┌──
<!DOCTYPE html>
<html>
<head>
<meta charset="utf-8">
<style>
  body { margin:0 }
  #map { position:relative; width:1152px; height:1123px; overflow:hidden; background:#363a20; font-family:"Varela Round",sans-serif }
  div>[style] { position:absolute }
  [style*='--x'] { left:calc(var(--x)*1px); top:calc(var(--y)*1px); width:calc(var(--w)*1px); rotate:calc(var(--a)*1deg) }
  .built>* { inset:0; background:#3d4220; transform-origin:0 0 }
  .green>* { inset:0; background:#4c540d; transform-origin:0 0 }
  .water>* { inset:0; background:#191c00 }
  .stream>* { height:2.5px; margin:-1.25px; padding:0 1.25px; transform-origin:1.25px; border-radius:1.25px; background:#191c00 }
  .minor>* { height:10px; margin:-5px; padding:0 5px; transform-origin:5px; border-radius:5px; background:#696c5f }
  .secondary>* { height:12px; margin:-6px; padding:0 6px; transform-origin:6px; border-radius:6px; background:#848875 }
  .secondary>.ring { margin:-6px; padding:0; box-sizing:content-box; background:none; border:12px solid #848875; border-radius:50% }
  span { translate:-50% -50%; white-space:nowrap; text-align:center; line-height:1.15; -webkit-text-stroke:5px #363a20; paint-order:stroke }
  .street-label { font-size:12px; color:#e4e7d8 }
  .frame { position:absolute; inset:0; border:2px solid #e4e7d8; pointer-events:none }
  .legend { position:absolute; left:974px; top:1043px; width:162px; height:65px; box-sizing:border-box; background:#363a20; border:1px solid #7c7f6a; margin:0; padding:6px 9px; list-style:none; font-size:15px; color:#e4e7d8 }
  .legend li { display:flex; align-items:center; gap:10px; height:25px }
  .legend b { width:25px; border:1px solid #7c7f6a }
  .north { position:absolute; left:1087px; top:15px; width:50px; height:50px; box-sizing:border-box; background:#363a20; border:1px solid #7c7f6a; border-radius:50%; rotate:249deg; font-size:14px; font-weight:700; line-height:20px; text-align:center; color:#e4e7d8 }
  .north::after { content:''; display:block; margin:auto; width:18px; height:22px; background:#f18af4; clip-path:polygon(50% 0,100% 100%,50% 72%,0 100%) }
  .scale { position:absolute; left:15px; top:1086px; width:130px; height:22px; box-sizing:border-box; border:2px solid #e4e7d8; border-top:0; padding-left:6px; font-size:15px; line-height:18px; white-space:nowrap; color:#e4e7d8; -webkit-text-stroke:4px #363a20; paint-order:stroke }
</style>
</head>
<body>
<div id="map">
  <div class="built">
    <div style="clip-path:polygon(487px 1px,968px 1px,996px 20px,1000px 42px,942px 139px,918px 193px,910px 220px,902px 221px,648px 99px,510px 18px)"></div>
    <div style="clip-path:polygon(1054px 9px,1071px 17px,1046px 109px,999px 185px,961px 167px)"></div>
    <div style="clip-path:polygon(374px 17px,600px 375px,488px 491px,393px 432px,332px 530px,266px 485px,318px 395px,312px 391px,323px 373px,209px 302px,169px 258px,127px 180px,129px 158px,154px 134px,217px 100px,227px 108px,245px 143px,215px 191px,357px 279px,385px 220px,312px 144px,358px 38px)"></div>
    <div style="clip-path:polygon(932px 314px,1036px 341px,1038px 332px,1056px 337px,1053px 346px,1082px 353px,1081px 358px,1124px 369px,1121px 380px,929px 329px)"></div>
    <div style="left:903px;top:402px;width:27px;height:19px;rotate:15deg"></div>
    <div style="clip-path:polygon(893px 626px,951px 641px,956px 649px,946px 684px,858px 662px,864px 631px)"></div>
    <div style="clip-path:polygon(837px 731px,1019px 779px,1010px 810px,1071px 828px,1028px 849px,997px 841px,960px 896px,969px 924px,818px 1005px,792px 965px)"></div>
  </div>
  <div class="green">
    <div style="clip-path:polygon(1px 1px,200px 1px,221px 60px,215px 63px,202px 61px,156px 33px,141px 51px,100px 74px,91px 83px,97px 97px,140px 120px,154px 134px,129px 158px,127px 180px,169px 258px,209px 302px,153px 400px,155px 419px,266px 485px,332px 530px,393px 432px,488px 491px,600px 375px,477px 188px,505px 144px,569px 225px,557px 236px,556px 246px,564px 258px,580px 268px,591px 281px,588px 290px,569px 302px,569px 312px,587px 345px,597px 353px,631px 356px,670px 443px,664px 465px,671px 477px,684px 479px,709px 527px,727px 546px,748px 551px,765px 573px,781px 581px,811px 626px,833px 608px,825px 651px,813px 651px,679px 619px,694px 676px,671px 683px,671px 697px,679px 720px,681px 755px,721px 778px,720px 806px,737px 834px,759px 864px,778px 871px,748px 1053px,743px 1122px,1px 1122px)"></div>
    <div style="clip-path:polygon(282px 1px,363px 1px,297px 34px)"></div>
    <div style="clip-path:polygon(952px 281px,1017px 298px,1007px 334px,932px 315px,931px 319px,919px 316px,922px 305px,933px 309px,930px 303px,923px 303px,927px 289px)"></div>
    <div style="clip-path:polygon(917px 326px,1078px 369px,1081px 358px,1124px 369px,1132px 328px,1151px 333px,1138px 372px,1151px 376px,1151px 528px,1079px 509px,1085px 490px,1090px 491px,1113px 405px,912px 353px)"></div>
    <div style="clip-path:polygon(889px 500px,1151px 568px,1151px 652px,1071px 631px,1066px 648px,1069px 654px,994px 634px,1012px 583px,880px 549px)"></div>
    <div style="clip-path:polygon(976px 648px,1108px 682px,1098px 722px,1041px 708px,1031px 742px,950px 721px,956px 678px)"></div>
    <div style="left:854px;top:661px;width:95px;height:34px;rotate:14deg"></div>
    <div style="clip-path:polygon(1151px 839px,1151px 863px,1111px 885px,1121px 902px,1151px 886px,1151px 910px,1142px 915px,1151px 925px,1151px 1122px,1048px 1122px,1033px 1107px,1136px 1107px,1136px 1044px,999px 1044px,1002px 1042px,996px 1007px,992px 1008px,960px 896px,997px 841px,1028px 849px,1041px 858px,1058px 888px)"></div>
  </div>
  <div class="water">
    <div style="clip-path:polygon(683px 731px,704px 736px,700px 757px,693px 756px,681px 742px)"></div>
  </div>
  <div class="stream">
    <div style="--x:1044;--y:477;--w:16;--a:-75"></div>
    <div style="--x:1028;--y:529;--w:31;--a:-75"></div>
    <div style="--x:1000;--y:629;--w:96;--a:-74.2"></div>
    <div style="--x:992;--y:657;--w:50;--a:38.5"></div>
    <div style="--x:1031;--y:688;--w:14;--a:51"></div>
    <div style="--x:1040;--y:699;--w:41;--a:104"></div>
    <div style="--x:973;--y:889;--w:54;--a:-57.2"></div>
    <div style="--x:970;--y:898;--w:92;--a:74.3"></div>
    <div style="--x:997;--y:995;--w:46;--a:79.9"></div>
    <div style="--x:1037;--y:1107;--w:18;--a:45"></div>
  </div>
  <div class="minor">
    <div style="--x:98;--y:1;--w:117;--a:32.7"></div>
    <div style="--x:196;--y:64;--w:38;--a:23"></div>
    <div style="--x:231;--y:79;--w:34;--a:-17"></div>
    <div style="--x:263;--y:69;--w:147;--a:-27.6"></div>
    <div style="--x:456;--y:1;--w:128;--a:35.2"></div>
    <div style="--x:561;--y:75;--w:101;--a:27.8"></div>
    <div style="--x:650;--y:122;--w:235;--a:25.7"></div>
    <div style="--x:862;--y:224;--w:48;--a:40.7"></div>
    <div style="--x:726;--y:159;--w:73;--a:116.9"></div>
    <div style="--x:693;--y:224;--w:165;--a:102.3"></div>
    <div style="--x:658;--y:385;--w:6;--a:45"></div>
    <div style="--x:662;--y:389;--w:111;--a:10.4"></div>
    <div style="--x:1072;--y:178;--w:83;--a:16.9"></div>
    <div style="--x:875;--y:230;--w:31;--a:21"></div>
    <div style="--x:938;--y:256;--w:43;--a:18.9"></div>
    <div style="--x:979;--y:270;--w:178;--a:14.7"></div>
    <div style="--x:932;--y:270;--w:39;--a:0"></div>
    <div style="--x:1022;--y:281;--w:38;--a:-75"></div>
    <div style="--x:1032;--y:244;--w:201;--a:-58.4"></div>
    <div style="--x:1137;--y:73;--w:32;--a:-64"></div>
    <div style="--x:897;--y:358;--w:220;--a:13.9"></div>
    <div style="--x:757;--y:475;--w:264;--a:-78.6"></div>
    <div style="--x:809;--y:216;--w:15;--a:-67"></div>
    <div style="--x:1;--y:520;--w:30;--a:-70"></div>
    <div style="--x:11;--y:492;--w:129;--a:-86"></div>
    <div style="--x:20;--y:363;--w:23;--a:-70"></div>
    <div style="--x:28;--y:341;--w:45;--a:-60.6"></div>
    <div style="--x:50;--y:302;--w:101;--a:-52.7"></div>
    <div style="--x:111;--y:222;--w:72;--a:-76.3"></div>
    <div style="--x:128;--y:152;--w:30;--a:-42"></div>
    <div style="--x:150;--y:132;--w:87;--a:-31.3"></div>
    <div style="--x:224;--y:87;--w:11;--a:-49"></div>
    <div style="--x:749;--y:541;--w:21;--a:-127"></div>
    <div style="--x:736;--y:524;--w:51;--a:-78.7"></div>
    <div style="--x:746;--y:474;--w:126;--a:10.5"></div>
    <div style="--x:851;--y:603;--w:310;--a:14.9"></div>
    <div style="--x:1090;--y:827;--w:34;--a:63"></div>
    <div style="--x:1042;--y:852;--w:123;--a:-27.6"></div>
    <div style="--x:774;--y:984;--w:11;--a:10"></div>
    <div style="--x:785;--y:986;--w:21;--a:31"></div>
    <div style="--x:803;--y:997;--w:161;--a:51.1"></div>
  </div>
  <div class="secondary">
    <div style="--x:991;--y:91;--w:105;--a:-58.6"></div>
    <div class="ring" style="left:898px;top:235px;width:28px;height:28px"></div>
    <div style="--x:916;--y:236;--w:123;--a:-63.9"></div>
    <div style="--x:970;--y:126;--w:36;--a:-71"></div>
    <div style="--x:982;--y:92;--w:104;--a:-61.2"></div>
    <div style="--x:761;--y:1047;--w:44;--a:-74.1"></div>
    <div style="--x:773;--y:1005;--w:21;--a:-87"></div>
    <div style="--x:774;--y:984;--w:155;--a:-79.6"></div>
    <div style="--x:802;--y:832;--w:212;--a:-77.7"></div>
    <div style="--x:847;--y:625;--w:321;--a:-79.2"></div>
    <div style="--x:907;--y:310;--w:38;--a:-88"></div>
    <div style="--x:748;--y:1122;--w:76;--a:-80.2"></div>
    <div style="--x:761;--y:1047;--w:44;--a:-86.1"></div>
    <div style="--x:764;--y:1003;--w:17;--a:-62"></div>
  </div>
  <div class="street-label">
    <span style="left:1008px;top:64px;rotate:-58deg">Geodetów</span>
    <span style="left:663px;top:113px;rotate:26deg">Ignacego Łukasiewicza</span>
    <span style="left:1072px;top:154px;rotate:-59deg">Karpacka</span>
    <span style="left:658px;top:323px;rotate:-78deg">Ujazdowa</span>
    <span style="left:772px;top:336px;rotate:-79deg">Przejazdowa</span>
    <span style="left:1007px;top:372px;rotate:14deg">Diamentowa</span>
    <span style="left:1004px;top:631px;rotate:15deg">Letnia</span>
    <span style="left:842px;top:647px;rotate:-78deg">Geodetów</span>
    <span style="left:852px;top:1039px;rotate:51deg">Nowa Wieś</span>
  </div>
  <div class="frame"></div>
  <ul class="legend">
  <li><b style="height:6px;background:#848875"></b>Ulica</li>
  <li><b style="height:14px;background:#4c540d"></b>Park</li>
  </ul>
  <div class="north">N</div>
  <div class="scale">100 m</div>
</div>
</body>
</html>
└──
**Your assignment:** From the records above, repeat exactly the lines from the one with "position:relative; width:1152px; height:1123px;" through the one with "height:2.5px; margin:-1.25px; padding:0", both included.

**Written response:**
  #map { position:relative; width:1152px; height:1123px; overflow:hidden; background:#363a20; font-family:"Varela Round",sans-serif }
  div>[style] { position:absolute }
  [style*='--x'] { left:calc(var(--x)*1px); top:calc(var(--y)*1px); width:calc(var(--w)*1px); rotate:calc(var(--a)*1deg) }
  .built>* { inset:0; background:#3d4220; transform-origin:0 0 }
  .green>* { inset:0; background:#4c540d; transform-origin:0 0 }
  .water>* { inset:0; background:#191c00 }
  .stream>* { height:2.5px; margin:-1.25px; padding:0 1.25px; transform-origin:1.25px; border-radius:1.25px; background:#191c00 }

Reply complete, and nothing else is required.